CHAPITRE 3 : Les Bénards
Prologue

Bénard vient de Bernard, et serait d'origine allemande, de Bern-hard, bern cas régime de ber-, ours et hard-, dur, fort. Littéralement : " ours fort ". L'ours est un des symboles de l'URSS.

La famille Bénard actuelle vient de la fusion de deux familles du même patronyme, probablement cousines, vivant à Sarcelles : François-Louis Bénard, d'un côté, né en 1750. Il épouse Marie-Marguerite Petibon et lui fait un fils : Pierre-Victor qu'on baptise le 24 Août 1773. Ce fils devient vigneron, épouse Geneviève Lacroix et lui fait trois enfants : Charles-Antoine, en 1788 , Cécile-Louise le 7 avril 1806, Charles-Victor en 1811.
Cécile épouse le menuisier Napoléon-Symphorien Gobert le 11 septembre 1826 et lui donne une fille, Anne-Marie, le 22 mai 1827.

C'est elle, Anne-Marie Gobert qui, épousant Victor-François Bénard le 13 février 1844, va faire fusionner les deux branches. En effet, Victor-François, né le 9 septembre 1822 est le fils de Etienne-Marie Bénard et Reine-Virginie Tilliet, respectivement Vigneron et dentellière à Sarcelles. Etienne-Marie étant fils de Etienne Bénard et Marie-Anne Deprez, tous deux de Sarcelles également.

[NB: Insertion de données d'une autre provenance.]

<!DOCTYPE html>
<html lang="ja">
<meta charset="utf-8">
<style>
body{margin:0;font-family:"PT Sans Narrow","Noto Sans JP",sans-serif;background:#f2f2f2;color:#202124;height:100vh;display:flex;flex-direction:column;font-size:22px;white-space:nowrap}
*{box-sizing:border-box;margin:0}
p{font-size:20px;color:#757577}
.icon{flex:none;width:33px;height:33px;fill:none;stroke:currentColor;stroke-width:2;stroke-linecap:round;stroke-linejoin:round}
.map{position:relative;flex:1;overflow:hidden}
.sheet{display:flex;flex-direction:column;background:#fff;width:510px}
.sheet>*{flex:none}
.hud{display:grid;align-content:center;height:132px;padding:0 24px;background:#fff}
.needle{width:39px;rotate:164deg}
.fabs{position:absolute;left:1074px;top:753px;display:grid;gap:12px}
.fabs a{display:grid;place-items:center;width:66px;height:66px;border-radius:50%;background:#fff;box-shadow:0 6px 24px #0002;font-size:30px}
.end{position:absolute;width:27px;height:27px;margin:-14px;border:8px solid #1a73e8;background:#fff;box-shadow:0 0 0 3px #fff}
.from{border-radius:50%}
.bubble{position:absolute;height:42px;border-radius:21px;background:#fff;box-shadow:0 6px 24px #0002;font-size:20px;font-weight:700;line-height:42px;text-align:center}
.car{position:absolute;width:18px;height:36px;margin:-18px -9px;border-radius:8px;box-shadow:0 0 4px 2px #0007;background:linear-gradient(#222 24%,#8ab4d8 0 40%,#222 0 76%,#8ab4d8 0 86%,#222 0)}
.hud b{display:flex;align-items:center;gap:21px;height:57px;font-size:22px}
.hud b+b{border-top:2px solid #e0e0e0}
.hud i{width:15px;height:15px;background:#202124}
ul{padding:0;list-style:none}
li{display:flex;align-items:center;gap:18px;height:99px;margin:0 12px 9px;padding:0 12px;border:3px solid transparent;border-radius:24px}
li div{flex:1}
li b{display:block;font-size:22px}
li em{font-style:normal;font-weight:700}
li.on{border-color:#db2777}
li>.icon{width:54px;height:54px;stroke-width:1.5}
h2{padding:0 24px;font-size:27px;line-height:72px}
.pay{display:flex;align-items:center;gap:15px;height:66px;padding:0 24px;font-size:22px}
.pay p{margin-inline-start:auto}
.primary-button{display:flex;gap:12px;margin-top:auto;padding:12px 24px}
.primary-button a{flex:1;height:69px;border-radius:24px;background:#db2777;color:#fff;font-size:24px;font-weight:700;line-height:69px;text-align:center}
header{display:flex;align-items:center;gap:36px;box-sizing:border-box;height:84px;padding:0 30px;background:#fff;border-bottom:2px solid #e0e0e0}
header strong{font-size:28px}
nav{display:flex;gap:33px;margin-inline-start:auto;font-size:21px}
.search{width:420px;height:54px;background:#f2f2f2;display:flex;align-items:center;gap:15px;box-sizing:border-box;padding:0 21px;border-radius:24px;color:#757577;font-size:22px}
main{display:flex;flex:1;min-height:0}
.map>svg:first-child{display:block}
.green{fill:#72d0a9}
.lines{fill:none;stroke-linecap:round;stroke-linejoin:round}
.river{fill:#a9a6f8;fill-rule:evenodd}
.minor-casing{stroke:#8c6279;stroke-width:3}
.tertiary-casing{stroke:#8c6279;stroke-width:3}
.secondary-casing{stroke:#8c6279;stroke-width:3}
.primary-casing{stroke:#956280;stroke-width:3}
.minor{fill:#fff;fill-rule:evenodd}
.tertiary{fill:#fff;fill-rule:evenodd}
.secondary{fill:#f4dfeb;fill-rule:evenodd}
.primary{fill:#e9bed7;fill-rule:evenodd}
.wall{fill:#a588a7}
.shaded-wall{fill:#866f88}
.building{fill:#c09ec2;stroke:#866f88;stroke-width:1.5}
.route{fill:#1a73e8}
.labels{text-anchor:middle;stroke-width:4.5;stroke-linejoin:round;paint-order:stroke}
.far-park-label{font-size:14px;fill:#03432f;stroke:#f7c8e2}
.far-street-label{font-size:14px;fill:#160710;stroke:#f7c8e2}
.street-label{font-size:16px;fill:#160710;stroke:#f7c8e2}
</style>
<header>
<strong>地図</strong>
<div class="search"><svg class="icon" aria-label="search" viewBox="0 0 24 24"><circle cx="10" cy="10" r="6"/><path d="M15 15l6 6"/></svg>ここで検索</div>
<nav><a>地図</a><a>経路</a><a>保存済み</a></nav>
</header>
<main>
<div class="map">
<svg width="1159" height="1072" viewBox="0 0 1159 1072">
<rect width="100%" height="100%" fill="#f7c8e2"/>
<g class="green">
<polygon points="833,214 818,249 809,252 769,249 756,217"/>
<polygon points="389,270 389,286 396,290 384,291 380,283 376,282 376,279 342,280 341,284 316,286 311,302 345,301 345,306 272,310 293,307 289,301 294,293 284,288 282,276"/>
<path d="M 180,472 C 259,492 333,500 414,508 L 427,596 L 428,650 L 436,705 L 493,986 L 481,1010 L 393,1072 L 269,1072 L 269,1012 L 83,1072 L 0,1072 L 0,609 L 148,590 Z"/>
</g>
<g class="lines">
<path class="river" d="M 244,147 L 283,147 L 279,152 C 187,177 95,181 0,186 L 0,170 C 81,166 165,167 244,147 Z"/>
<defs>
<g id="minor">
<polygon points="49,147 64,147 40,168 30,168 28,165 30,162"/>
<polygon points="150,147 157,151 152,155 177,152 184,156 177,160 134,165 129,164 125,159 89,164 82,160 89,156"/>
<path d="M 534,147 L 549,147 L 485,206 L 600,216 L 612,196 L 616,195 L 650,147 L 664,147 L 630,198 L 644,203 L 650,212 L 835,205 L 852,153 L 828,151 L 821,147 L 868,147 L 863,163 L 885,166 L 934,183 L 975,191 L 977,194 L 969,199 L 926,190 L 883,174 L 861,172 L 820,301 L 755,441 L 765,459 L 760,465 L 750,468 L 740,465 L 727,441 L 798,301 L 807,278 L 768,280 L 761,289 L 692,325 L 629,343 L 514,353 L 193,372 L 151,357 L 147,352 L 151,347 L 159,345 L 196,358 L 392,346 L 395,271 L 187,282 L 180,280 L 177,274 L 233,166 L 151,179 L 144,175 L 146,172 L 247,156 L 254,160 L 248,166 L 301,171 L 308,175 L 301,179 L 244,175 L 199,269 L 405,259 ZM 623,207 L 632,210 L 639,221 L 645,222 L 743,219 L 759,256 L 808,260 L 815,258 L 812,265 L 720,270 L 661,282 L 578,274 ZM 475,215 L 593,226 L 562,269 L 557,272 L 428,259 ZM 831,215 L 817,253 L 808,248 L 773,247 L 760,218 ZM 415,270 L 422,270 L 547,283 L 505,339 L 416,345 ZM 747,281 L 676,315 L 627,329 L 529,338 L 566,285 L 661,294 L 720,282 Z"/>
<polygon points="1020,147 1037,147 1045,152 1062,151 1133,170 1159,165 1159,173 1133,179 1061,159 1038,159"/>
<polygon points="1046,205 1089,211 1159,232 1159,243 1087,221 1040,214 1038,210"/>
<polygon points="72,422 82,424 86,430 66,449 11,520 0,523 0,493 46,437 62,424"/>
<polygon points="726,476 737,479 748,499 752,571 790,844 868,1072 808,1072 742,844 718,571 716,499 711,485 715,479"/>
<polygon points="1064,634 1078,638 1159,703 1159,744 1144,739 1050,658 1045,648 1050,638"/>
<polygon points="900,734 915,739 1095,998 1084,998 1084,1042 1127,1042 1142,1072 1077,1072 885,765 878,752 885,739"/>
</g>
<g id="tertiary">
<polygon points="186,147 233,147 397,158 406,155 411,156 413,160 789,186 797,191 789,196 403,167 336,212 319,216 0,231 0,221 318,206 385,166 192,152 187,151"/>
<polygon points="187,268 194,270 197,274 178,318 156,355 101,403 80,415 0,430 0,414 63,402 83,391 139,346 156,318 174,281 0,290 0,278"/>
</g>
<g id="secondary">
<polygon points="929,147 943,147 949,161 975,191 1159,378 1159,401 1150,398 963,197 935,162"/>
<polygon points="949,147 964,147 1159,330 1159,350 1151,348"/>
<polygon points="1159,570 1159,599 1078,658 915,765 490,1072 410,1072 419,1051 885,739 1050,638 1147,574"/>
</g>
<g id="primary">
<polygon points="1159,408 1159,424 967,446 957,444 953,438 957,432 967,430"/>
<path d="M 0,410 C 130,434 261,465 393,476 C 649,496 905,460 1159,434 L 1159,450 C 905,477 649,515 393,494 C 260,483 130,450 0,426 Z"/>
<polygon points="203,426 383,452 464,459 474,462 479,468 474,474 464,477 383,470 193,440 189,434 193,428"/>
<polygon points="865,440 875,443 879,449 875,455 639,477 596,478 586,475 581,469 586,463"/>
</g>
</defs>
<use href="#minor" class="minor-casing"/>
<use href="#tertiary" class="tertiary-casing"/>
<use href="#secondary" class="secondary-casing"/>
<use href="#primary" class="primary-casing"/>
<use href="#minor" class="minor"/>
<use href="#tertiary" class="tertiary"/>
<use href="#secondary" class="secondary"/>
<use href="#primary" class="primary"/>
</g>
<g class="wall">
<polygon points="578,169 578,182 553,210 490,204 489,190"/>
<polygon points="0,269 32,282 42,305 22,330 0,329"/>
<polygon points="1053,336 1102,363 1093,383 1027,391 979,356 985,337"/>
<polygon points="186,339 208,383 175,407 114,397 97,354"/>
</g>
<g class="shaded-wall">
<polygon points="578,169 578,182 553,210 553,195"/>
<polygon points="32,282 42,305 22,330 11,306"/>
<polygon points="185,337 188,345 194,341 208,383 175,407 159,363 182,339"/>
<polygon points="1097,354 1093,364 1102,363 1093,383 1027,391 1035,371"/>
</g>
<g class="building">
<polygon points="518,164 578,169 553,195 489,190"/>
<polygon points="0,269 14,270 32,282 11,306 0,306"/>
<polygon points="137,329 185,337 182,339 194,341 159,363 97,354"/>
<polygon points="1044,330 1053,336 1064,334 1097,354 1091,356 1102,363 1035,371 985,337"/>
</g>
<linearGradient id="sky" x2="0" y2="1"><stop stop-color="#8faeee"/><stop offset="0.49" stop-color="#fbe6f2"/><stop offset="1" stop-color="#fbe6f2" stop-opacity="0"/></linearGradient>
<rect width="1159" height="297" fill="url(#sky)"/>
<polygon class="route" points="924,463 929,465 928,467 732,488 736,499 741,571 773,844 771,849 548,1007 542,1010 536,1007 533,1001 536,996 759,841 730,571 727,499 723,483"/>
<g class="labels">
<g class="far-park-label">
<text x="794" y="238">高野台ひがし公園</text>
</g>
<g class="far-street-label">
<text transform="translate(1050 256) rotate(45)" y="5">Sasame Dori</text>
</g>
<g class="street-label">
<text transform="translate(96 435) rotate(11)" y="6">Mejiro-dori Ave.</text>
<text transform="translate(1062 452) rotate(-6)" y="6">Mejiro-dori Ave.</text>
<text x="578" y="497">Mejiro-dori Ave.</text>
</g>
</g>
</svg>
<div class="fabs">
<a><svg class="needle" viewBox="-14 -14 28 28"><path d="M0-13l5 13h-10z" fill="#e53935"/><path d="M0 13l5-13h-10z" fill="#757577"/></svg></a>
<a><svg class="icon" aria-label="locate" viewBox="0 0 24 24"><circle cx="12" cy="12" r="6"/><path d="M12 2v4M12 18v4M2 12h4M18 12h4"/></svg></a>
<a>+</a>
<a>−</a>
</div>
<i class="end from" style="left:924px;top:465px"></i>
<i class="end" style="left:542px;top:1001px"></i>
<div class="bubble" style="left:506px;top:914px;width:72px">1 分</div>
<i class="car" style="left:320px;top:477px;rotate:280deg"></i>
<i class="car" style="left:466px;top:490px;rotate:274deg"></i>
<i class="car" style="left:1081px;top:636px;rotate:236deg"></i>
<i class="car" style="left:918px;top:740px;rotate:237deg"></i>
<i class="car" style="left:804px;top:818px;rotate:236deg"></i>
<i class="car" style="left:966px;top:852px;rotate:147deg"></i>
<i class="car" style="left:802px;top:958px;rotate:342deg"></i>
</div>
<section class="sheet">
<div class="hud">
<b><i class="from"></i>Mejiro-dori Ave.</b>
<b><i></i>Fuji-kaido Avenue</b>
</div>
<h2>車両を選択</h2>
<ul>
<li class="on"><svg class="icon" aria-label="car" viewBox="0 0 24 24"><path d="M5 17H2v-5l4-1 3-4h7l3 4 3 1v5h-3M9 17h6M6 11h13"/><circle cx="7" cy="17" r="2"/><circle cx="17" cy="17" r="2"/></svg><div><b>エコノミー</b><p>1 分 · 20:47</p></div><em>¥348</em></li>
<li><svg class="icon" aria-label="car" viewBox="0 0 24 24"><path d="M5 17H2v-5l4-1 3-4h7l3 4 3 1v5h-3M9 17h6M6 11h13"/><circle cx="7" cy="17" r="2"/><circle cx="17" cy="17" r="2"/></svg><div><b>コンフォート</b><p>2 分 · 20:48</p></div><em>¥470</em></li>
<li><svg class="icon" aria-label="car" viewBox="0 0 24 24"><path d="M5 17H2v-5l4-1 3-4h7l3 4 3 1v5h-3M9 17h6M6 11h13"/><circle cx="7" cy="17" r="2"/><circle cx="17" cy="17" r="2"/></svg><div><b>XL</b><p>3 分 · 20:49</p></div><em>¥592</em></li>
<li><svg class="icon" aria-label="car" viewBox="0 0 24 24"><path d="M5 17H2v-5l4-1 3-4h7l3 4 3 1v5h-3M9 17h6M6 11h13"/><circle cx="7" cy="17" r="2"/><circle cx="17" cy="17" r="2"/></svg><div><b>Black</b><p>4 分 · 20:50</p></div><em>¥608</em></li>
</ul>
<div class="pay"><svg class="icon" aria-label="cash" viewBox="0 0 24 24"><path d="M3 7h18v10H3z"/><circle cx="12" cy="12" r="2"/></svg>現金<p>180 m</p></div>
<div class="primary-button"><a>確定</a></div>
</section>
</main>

Victor-François et Anne-Marie Bénard (née Gobert) ont un fils qu'ils appellent Louis-Emile. Il naît à Sarcelles le 25 juin 1846, dans la maison de son grand'père, le menuisier, qui habite 11 rue des Bauves.
Malheureusement, Victor-François meurt l'année suivante, le 3 septembre 1847, à l'âge de vingt cinq ans, inaugurant la longue série des pères manquants qui va marquer la famille. Anne-Marie est blanchisseuse et doit travailler durement. Elle suit son mari sept ans plus tard, le 27 novembre 1854, probablement victime de l'épidémie de Choléra qui sévit en France, laissant son fils de huit ans à ses parents, Napoléon-Symphorien et Cécile Gobert, celle-ci née Bénard (voir l'arbre plus haut ), qui sont journaliers. Il a 49 ans, elle 48.

Le père de Victor-François, Etienne- Marie, est âgé de 77 ans (il a été baptisé le 9 décembre 1782, à Sarcelles) Il est trop vieux pour s'occuper de son petit-fils.Celui-ci sera élevé par ses grands-parents maternels. Il ne sera donc pas menuisier.

LA SITUATION SOUS NAPOLÉON III
Il y a deux ans que le "Prince-Président" Louis-Napoléon est devenu Napoléon III. Il rêve du titre depuis 1836, à Strasbourg, et cherche à détrôner Louis-Philippe. Condamné à la détention perpétuelle, il est emmené à Ham d'où il s'enfuit pour Londres, en 1846. Il revient en France après la révolution de 1848, prend le pouvoir le 2 décembre 1851 et fait réprimer le soulèvement populaire qui se dessine à Paris. Un plébiscite ratifie son coup d'état et il peut enfin instituer son pouvoir absolu, jusqu'en 1870. Son empire est parsemé de guerres : la Crimée de 54 à 56, envoi de troupes en Chine de 57 à 60, la Cochinchine de 59 à 62, aide à l'Italie contre l'Autriche en 1859, prise de la Savoie et de Nice en 1860 ; mais aussi de réalisations importantes, notamment le réaménagement de la capitale, par les travaux du baron Haussman. Mais il encourage aussi l'agriculture, l'industrie et le commerce, ce qui lui vaut une certaine sympathie, y compris à "Cercelles"*. A cette époque Sarcelles est une véritable campagne. La production maraîchère est la principale ressource. On y trouve, par exemple, onze variétés de haricots (appelés pois à l'époque) et 13 variétés de poires.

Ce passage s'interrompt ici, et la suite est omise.